▶ WHAT THE TASK ASKS:
Run through the records and, wherever a line holds the word "linejoin", return that line.

---+---

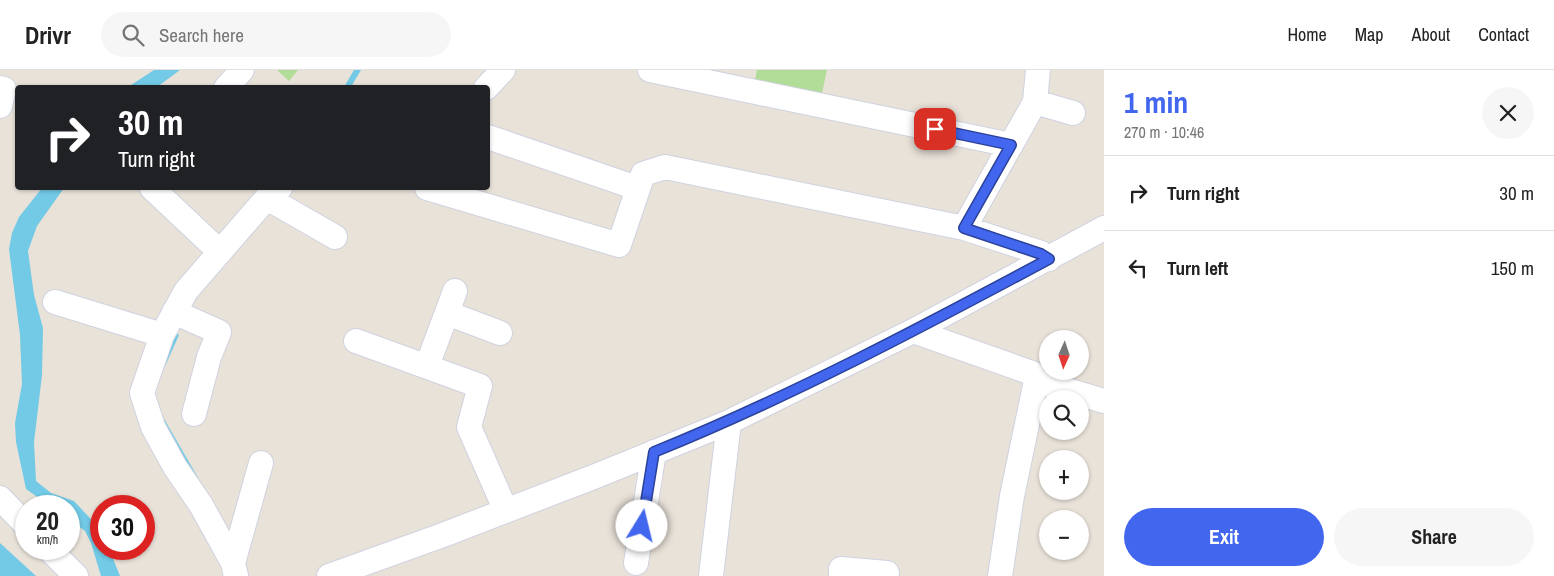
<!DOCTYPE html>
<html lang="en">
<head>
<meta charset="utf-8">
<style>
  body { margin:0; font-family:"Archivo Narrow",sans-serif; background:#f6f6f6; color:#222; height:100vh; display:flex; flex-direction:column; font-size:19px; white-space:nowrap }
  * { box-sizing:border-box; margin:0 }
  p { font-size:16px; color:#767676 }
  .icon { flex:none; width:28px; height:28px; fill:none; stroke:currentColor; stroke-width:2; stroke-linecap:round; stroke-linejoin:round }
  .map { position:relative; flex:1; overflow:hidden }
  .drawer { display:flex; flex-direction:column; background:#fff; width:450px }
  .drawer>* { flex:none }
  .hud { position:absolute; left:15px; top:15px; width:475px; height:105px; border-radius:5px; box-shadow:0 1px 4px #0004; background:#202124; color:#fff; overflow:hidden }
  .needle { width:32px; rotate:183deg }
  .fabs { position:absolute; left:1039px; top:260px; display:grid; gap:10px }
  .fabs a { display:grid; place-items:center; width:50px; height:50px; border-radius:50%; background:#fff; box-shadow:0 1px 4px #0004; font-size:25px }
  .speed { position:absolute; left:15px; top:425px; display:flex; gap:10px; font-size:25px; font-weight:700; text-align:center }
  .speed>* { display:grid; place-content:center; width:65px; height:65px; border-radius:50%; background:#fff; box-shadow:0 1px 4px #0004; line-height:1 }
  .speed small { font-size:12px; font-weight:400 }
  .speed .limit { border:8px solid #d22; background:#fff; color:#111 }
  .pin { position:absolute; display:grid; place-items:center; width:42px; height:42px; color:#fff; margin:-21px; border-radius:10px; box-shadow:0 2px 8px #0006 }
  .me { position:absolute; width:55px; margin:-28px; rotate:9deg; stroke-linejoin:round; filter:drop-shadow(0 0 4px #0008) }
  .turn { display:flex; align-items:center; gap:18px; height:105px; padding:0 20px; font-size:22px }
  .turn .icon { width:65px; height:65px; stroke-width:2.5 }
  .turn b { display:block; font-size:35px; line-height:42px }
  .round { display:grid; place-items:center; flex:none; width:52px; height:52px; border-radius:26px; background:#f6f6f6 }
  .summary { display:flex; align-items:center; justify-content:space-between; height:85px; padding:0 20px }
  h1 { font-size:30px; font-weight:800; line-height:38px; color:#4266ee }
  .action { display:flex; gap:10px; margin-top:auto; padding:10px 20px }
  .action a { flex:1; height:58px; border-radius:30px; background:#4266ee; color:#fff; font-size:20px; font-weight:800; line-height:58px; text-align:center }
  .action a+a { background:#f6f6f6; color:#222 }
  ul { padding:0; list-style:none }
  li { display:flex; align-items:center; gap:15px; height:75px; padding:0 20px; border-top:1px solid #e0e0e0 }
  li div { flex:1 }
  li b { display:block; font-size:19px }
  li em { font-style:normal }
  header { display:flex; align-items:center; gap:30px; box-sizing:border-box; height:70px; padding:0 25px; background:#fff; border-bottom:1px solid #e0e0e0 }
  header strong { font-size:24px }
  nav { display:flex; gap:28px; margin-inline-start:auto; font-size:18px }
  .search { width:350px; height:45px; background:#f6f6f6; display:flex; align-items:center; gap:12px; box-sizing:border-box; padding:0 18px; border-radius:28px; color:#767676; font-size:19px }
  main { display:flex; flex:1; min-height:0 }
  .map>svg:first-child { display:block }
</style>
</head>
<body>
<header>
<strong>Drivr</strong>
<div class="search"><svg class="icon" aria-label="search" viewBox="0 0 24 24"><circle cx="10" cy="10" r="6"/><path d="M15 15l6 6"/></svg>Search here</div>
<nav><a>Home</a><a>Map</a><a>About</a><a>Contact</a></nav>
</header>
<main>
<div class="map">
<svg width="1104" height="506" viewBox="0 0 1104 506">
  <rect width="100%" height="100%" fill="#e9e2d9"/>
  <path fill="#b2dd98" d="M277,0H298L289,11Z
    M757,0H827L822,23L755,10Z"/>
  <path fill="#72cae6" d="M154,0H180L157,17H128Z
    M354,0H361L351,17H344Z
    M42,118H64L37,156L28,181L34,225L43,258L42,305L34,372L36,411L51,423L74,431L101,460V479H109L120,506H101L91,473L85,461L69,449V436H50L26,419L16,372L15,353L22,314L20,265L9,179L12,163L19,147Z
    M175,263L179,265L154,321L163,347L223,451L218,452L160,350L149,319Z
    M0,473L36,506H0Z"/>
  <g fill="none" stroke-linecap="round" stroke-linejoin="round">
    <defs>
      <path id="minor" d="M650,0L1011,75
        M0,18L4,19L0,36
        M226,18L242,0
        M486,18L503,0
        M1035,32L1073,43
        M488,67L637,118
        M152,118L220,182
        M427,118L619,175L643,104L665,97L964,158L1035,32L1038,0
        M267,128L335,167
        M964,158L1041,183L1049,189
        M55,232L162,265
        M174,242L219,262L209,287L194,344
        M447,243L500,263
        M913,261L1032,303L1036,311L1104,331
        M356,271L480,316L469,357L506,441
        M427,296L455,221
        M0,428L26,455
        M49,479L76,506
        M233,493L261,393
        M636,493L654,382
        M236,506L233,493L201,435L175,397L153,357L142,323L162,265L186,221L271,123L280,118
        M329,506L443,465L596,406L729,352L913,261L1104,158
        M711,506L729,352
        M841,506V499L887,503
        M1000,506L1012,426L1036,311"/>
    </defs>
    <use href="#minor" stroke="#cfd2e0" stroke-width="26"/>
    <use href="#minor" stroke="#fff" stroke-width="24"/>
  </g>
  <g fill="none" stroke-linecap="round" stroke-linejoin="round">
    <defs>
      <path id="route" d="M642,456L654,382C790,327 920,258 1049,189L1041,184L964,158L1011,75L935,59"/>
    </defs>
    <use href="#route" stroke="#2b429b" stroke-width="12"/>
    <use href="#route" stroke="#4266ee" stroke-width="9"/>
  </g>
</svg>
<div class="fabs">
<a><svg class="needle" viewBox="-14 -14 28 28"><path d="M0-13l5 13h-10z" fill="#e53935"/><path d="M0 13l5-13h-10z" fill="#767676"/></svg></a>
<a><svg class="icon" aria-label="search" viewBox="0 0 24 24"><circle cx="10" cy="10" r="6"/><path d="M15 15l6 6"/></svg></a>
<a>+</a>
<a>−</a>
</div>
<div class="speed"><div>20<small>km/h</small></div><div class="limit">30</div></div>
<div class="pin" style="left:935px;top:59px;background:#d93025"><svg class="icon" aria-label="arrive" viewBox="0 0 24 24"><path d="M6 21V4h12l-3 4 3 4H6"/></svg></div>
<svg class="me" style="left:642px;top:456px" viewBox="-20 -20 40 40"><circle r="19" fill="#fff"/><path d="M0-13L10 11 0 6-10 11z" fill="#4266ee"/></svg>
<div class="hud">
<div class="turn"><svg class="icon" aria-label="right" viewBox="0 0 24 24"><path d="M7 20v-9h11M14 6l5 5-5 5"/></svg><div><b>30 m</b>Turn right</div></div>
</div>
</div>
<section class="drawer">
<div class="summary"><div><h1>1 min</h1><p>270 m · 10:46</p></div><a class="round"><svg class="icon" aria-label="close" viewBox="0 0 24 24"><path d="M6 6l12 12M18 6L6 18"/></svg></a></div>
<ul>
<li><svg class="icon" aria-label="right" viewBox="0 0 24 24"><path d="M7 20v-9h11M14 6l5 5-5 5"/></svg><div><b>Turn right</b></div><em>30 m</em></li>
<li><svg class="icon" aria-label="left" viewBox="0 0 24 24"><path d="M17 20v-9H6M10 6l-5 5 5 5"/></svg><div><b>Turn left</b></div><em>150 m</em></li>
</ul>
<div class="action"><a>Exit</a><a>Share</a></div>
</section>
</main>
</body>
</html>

---+---

▶ ANSWER:
  .icon { flex:none; width:28px; height:28px; fill:none; stroke:currentColor; stroke-width:2; stroke-linecap:round; stroke-linejoin:round }
  .me { position:absolute; width:55px; margin:-28px; rotate:9deg; stroke-linejoin:round; filter:drop-shadow(0 0 4px #0008) }
  <g fill="none" stroke-linecap="round" stroke-linejoin="round">
  <g fill="none" stroke-linecap="round" stroke-linejoin="round">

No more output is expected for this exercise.